## [TASK DIRECTIONS]
Each record should be written out exactly as given.
### DATASET ###
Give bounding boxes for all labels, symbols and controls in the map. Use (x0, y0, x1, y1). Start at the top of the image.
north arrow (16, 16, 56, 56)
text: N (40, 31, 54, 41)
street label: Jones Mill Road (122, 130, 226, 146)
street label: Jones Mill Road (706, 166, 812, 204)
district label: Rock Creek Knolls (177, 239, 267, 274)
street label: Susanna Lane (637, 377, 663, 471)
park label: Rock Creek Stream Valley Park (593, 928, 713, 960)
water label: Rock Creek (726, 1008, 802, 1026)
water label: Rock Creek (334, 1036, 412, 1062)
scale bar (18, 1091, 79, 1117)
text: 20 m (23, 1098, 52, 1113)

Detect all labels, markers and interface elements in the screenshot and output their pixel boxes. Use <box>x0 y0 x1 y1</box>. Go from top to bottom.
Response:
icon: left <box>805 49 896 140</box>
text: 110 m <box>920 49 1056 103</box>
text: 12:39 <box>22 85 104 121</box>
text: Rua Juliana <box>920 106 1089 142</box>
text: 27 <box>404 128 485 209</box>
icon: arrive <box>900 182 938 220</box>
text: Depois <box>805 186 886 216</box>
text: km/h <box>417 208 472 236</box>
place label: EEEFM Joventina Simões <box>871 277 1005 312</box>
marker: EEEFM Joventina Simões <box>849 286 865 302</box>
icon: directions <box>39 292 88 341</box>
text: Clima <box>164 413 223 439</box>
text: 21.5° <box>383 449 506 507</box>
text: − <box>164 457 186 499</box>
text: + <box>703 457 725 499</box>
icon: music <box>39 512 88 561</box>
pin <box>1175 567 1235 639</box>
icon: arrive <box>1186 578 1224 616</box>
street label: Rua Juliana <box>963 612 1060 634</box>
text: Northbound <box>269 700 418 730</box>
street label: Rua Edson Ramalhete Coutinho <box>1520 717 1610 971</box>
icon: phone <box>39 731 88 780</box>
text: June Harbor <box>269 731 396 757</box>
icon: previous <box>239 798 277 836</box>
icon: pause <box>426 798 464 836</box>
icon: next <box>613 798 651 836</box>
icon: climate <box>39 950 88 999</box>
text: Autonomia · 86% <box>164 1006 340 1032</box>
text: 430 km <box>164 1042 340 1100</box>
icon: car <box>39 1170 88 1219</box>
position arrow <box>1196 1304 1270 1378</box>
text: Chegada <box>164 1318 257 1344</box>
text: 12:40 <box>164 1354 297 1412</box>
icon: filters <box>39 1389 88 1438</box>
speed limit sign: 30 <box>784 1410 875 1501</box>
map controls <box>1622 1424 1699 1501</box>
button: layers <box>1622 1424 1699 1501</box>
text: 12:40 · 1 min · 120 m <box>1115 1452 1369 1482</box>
###
## [OUTPUT OF THE EXERCISE]
Give bounding boxes for all labels, symbols and controls in the map. Use (x0, y0, x1, y1). Start at the top of the image.
north arrow (16, 16, 56, 56)
text: N (40, 31, 54, 41)
street label: Jones Mill Road (122, 130, 226, 146)
street label: Jones Mill Road (706, 166, 812, 204)
district label: Rock Creek Knolls (177, 239, 267, 274)
street label: Susanna Lane (637, 377, 663, 471)
park label: Rock Creek Stream Valley Park (593, 928, 713, 960)
water label: Rock Creek (726, 1008, 802, 1026)
water label: Rock Creek (334, 1036, 412, 1062)
scale bar (18, 1091, 79, 1117)
text: 20 m (23, 1098, 52, 1113)

Detect all labels, markers and interface elements in the screenshot and output their pixel boxes. Use <box>x0 y0 x1 y1</box>. Go from top to bottom.
Response:
icon: left <box>805 49 896 140</box>
text: 110 m <box>920 49 1056 103</box>
text: 12:39 <box>22 85 104 121</box>
text: Rua Juliana <box>920 106 1089 142</box>
text: 27 <box>404 128 485 209</box>
icon: arrive <box>900 182 938 220</box>
text: Depois <box>805 186 886 216</box>
text: km/h <box>417 208 472 236</box>
place label: EEEFM Joventina Simões <box>871 277 1005 312</box>
marker: EEEFM Joventina Simões <box>849 286 865 302</box>
icon: directions <box>39 292 88 341</box>
text: Clima <box>164 413 223 439</box>
text: 21.5° <box>383 449 506 507</box>
text: − <box>164 457 186 499</box>
text: + <box>703 457 725 499</box>
icon: music <box>39 512 88 561</box>
pin <box>1175 567 1235 639</box>
icon: arrive <box>1186 578 1224 616</box>
street label: Rua Juliana <box>963 612 1060 634</box>
text: Northbound <box>269 700 418 730</box>
street label: Rua Edson Ramalhete Coutinho <box>1520 717 1610 971</box>
icon: phone <box>39 731 88 780</box>
text: June Harbor <box>269 731 396 757</box>
icon: previous <box>239 798 277 836</box>
icon: pause <box>426 798 464 836</box>
icon: next <box>613 798 651 836</box>
icon: climate <box>39 950 88 999</box>
text: Autonomia · 86% <box>164 1006 340 1032</box>
text: 430 km <box>164 1042 340 1100</box>
icon: car <box>39 1170 88 1219</box>
position arrow <box>1196 1304 1270 1378</box>
text: Chegada <box>164 1318 257 1344</box>
text: 12:40 <box>164 1354 297 1412</box>
icon: filters <box>39 1389 88 1438</box>
speed limit sign: 30 <box>784 1410 875 1501</box>
map controls <box>1622 1424 1699 1501</box>
button: layers <box>1622 1424 1699 1501</box>
text: 12:40 · 1 min · 120 m <box>1115 1452 1369 1482</box>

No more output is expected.